Seyfert seems an unlikely AfD supporter. In the 1960s, he had long hair, played drums in a band and smoked “big joints”, he says. He still listens to Bob Dylan, and is a keen amateur painter. “My son says, ‘Oh you’re so conservative, with your sex, drugs and rock and roll,’” he says. He now combines painting and running marathons with service as an AfD councillor in Wilmersdorf, where the party won 9.7 per cent in elections last year. He counts a lawyer, civil servant and businessman among his party colleagues. Such people, he says, feel they’ve been “taken for a ride by the government”.
That points to one of the AfD’s most important distinguishing features. Other populist parties, such as France’s National Front, draw their support from the unemployed, the “left-behind” and the “precariat” — people robbed of their economic security by globalisation. But a recent study by Oskar Niedermayer, a politics professor at Berlin’s Free University, found that AfD supporters were different. Most had jobs: they also earned more and were better educated than the average German. In a survey last year, 80 per cent described their economic situation as “good” or “very good”.

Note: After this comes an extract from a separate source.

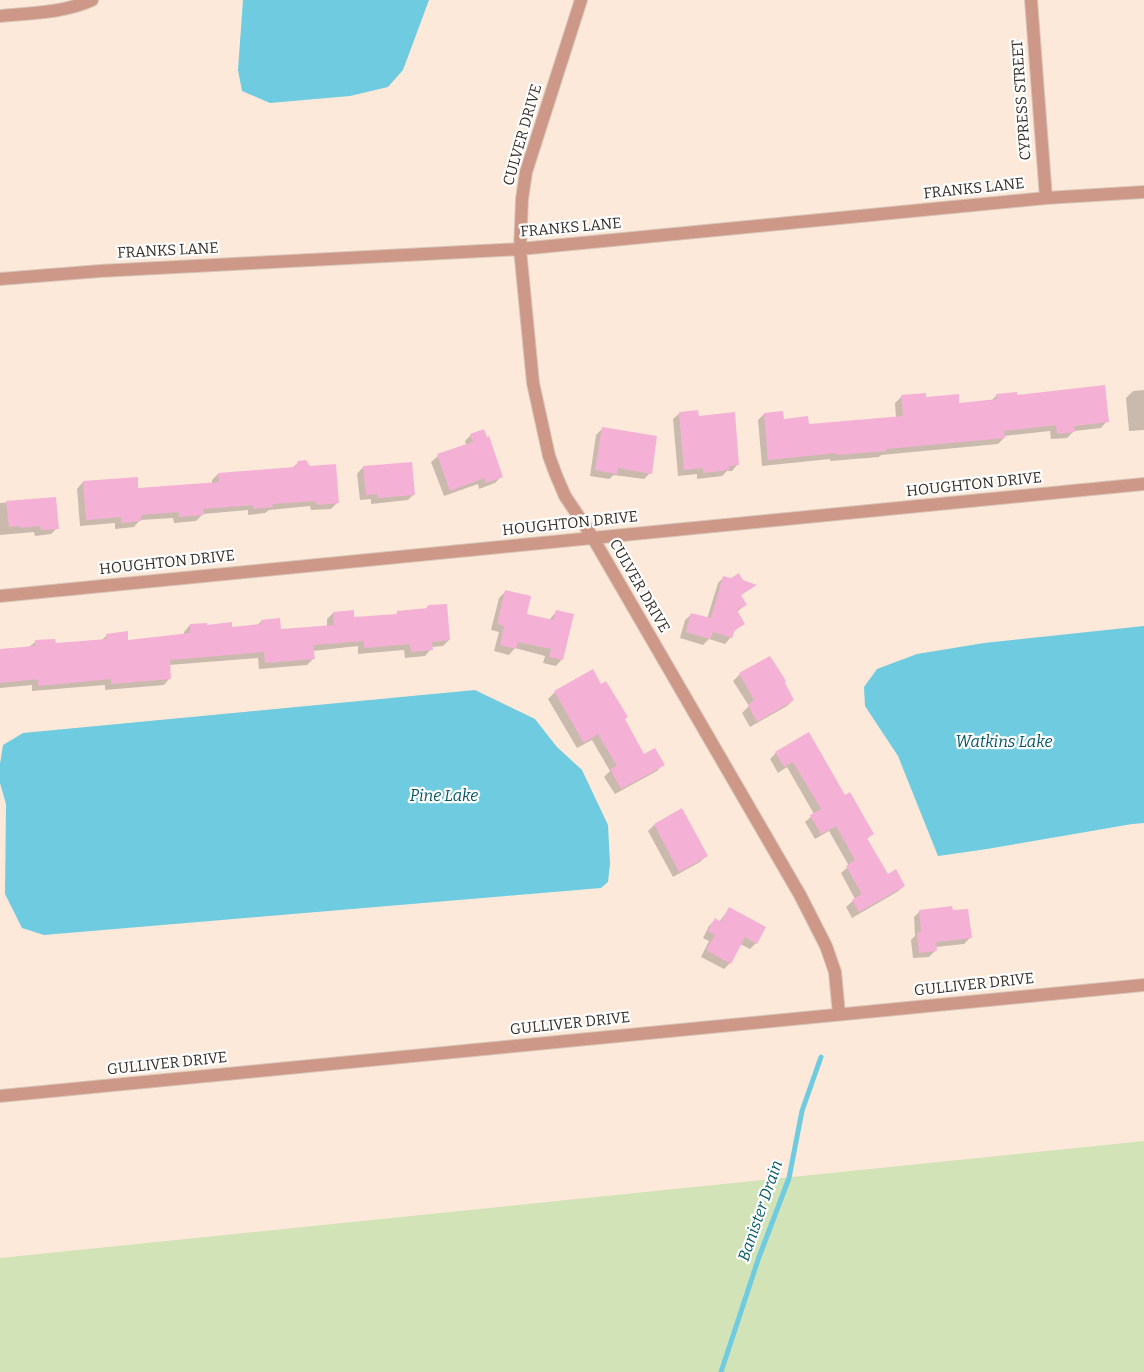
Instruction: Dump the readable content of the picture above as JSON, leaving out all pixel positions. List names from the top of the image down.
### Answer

According to Melanie Amann, author of a bestselling book on the AfD, the party holds a mirror up to the whole of German society. “AfD voters are men and women, from east and west, the ‘establishment’ and the ‘mob’,” she writes. “They are retired teachers and young students, well-off lawyers and single-parent-hairdressers, ethnic Russians and even the children of Turkish parents.”
One of the largest wellsprings of AfD support were defectors from Merkel’s Christian Democrats who felt she had pushed the party too far to the left. Gauland, a 76-year-old former newspaper publisher, is the AfD’s deputy leader. A CDU member for 40 years, he now considers the party an “empty shell . . . constantly chasing the latest trend in public opinion”.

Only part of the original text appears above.